(PROVIDED RECORDS Opens)

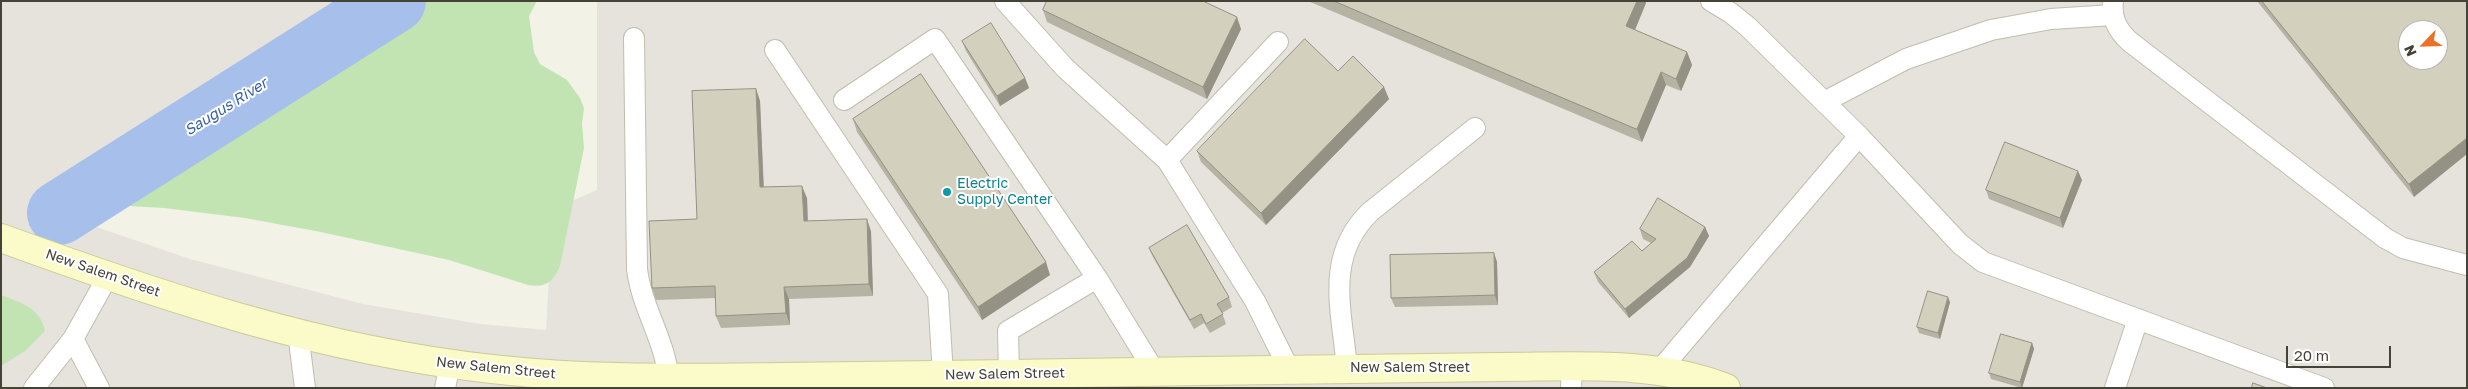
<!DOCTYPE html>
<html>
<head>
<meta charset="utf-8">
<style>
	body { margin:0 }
	#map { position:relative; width:2468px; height:389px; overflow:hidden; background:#f2f2e7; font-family:"Golos Text",sans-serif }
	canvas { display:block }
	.frame { position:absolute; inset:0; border:2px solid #454337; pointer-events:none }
	.north { position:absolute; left:2398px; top:20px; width:50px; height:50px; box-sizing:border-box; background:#fff; border:1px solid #b5b4af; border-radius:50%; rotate:246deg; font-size:14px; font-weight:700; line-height:20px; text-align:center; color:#454337 }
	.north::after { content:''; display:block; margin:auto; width:18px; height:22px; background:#ec7025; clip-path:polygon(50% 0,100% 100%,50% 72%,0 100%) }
	.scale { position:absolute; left:2286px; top:346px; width:105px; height:22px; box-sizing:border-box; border:2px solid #454337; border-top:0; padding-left:6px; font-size:15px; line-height:18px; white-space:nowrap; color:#454337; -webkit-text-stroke:4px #fff; paint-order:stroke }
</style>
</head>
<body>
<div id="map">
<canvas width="2468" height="389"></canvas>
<div class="frame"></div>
<div class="north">N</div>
<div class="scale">20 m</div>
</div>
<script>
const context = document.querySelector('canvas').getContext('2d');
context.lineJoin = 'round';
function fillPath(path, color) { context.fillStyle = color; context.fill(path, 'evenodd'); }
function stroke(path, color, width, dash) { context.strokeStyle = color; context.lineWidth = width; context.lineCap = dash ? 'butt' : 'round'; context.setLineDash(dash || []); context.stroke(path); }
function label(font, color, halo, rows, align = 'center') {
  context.font = font + ' "Golos Text",sans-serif'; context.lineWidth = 4; context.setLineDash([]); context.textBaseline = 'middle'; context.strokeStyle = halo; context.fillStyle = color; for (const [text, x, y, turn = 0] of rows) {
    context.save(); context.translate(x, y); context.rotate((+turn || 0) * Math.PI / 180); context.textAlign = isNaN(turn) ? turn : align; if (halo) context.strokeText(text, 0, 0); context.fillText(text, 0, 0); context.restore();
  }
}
const industrial = new Path2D(`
	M1,1H345L38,207L190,259L363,304L480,324L546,330L553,209L597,190V1H2467V388H1ZM2408,30H2438V60H2408Z`);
const green = new Path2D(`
	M370,1H537L529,16L534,52L540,64L567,80L580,98L584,108L582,124L584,148L560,266C553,282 546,288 528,285L449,260L321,232L245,218L164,208L111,205L76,209L60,205L176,125Z
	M1,295C21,303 40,307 45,331L25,351L1,366Z`);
const river = new Path2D(`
	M59,213L394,1`);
const lane = new Path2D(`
	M1005,1L1065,68L1167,160L1255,301L1289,369
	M2113,1C2111,18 2117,30 2129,41L2385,238L2403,248L2467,265
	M634,38L637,269C642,311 669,345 669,388
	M775,50L938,294L943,375
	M844,100L935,39L1097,278
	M1824,102L1906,59L1991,30L2051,19L2113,15
	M1859,136L1960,244L1983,262L2324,388
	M1167,160L1278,42
	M298,333L305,388
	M73,339L99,388
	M1347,368C1342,311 1324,257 1370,212L1475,128
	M1659,371L1859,136L1747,26L1731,13L1711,1
	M1009,374L1008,331L1097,278L1155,372
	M34,388L73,339L108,276
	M445,388L450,364
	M1571,388L1572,367
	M2115,388L2138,319`);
const secondary = new Path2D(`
	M1,238C160,296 323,351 492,369C588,380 684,378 781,377C921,376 1062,373 1202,371C1302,369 1401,368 1500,367C1575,367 1656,360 1726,388`);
const wall = new Path2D(`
	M1308,1H1645L1646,3L1635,30L1687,52L1692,65L1681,91L1666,85L1642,142Z
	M2257,1H2467L2414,197Z
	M1043,10L1241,29L1207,99L1047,22Z
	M962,41L1025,78L1029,88L1000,106L966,51Z
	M1338,71L1389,99L1266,225L1201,162L1197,151Z
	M756,89L760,101L764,187L807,198L808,221L871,231L873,296L789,299L790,325L721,328L716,316V298L656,300L652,288L697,219Z
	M853,119L1050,275L982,320L857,132Z
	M2082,180L2063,228L1989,199L1986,190Z
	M1705,227L1709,236L1690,267L1629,318L1598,282L1594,272L1642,251L1651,243L1643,239L1640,229Z
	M1149,248L1229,297L1232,307L1222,313L1226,324L1210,333L1204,323L1194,329L1153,257Z
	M1494,253L1497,262L1498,305L1395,307L1391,298Z
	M1950,302L1940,339L1919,333L1917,327Z
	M2032,343L2034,349L2022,388L1991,379L1989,373Z`);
const shadedWall = new Path2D(`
	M1637,1H1645L1646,3L1631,39L1626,26Z
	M1237,17L1241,29L1207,99L1203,87Z
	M1687,52L1692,65L1681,91L1676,79Z
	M1661,72L1666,85L1642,142L1637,129Z
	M1025,78L1029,88L1000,106L997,96Z
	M1384,87L1389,99L1266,225L1261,213Z
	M756,89L760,101L764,199L760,187Z
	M2467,138V154L2414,197L2409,184Z
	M2078,171L2082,180L2063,228L2060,218Z
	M802,186L807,198L808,233L804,221Z
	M867,219L871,231L873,296L869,284Z
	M1705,227L1709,236L1690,267L1629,318L1625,309Z
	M1494,253L1497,262L1498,305L1495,295Z
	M1046,262L1050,275L982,320L978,307Z
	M784,287L789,299L790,325L786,313Z
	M1948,297L1950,302L1940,339L1938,333Z
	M2032,343L2034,349L2022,388L2020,382Z`);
const building = new Path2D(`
	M1047,1H1203L1237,17L1203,87L1043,10Z
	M1334,1H1637L1626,26L1687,52L1676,79L1661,72L1637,129Z
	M2262,1H2467V138L2409,184ZM2408,30H2438V60H2408Z
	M991,23L1025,78L997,96L962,41Z
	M1305,39L1338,71L1353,56L1384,87L1261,213L1197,151Z
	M921,74L1046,262L978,307L853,119Z
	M756,89L760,187L802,186L804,221L867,219L869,284L784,287L786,313L716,316L715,286L652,288L649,221L697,219L692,91Z
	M2005,142L2078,171L2060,218L1986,190Z
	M1658,198L1705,227L1687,258L1625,309L1594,272L1632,241L1642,251L1656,239L1640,229Z
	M1187,225L1229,297L1217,304L1223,314L1206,324L1201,314L1190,320L1149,248Z
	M1494,253L1495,295L1391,298L1390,255Z
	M1928,291L1948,297L1938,333L1917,327Z
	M2001,334L2032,343L2020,382L1989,373Z
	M2253,383L2267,388H2252Z`);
const markers = [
	[947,192,5,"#0f9aa8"]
];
const cultureNames = [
	["Electric",957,184],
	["Supply Center",957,200]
];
const streetNames = [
	["New Salem Street",103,273,19],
	["New Salem Street",496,368,6],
	["New Salem Street",1410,368],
	["New Salem Street",1005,374,-1]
];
const waterNames = [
	["Saugus River",226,107,-32]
];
fillPath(industrial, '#e5e3dc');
fillPath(green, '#c2e4b2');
stroke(river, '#a7c0eb', 64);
stroke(lane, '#c0bead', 22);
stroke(secondary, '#cccb97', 30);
stroke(lane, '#fff', 20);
stroke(secondary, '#fbfac9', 28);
fillPath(wall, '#b5b3a3');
fillPath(shadedWall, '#949284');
fillPath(building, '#d3d0bd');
stroke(building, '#949284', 1);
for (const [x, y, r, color] of markers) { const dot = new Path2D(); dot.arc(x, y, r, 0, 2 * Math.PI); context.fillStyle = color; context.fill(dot); stroke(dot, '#fff', 2); }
label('14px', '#0d838f', '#fff', cultureNames, 'left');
label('14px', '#454337', '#fff', streetNames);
label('italic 15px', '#375faa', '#fff', waterNames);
</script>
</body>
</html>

(PROVIDED RECORDS Closes)

> _TASK INSTRUCTIONS_:
Proceeding from the line containing "M962,41L1025,78L1029,88L1000,106L966,51Z" through the line containing "M2001,334L2032,343L2020,382L1989,373Z", transcribe the lines above exactly, both end lines included.

> _ANSWER FOR THE TASK_:
	M962,41L1025,78L1029,88L1000,106L966,51Z
	M1338,71L1389,99L1266,225L1201,162L1197,151Z
	M756,89L760,101L764,187L807,198L808,221L871,231L873,296L789,299L790,325L721,328L716,316V298L656,300L652,288L697,219Z
	M853,119L1050,275L982,320L857,132Z
	M2082,180L2063,228L1989,199L1986,190Z
	M1705,227L1709,236L1690,267L1629,318L1598,282L1594,272L1642,251L1651,243L1643,239L1640,229Z
	M1149,248L1229,297L1232,307L1222,313L1226,324L1210,333L1204,323L1194,329L1153,257Z
	M1494,253L1497,262L1498,305L1395,307L1391,298Z
	M1950,302L1940,339L1919,333L1917,327Z
	M2032,343L2034,349L2022,388L1991,379L1989,373Z`);
const shadedWall = new Path2D(`
	M1637,1H1645L1646,3L1631,39L1626,26Z
	M1237,17L1241,29L1207,99L1203,87Z
	M1687,52L1692,65L1681,91L1676,79Z
	M1661,72L1666,85L1642,142L1637,129Z
	M1025,78L1029,88L1000,106L997,96Z
	M1384,87L1389,99L1266,225L1261,213Z
	M756,89L760,101L764,199L760,187Z
	M2467,138V154L2414,197L2409,184Z
	M2078,171L2082,180L2063,228L2060,218Z
	M802,186L807,198L808,233L804,221Z
	M867,219L871,231L873,296L869,284Z
	M1705,227L1709,236L1690,267L1629,318L1625,309Z
	M1494,253L1497,262L1498,305L1495,295Z
	M1046,262L1050,275L982,320L978,307Z
	M784,287L789,299L790,325L786,313Z
	M1948,297L1950,302L1940,339L1938,333Z
	M2032,343L2034,349L2022,388L2020,382Z`);
const building = new Path2D(`
	M1047,1H1203L1237,17L1203,87L1043,10Z
	M1334,1H1637L1626,26L1687,52L1676,79L1661,72L1637,129Z
	M2262,1H2467V138L2409,184ZM2408,30H2438V60H2408Z
	M991,23L1025,78L997,96L962,41Z
	M1305,39L1338,71L1353,56L1384,87L1261,213L1197,151Z
	M921,74L1046,262L978,307L853,119Z
	M756,89L760,187L802,186L804,221L867,219L869,284L784,287L786,313L716,316L715,286L652,288L649,221L697,219L692,91Z
	M2005,142L2078,171L2060,218L1986,190Z
	M1658,198L1705,227L1687,258L1625,309L1594,272L1632,241L1642,251L1656,239L1640,229Z
	M1187,225L1229,297L1217,304L1223,314L1206,324L1201,314L1190,320L1149,248Z
	M1494,253L1495,295L1391,298L1390,255Z
	M1928,291L1948,297L1938,333L1917,327Z
	M2001,334L2032,343L2020,382L1989,373Z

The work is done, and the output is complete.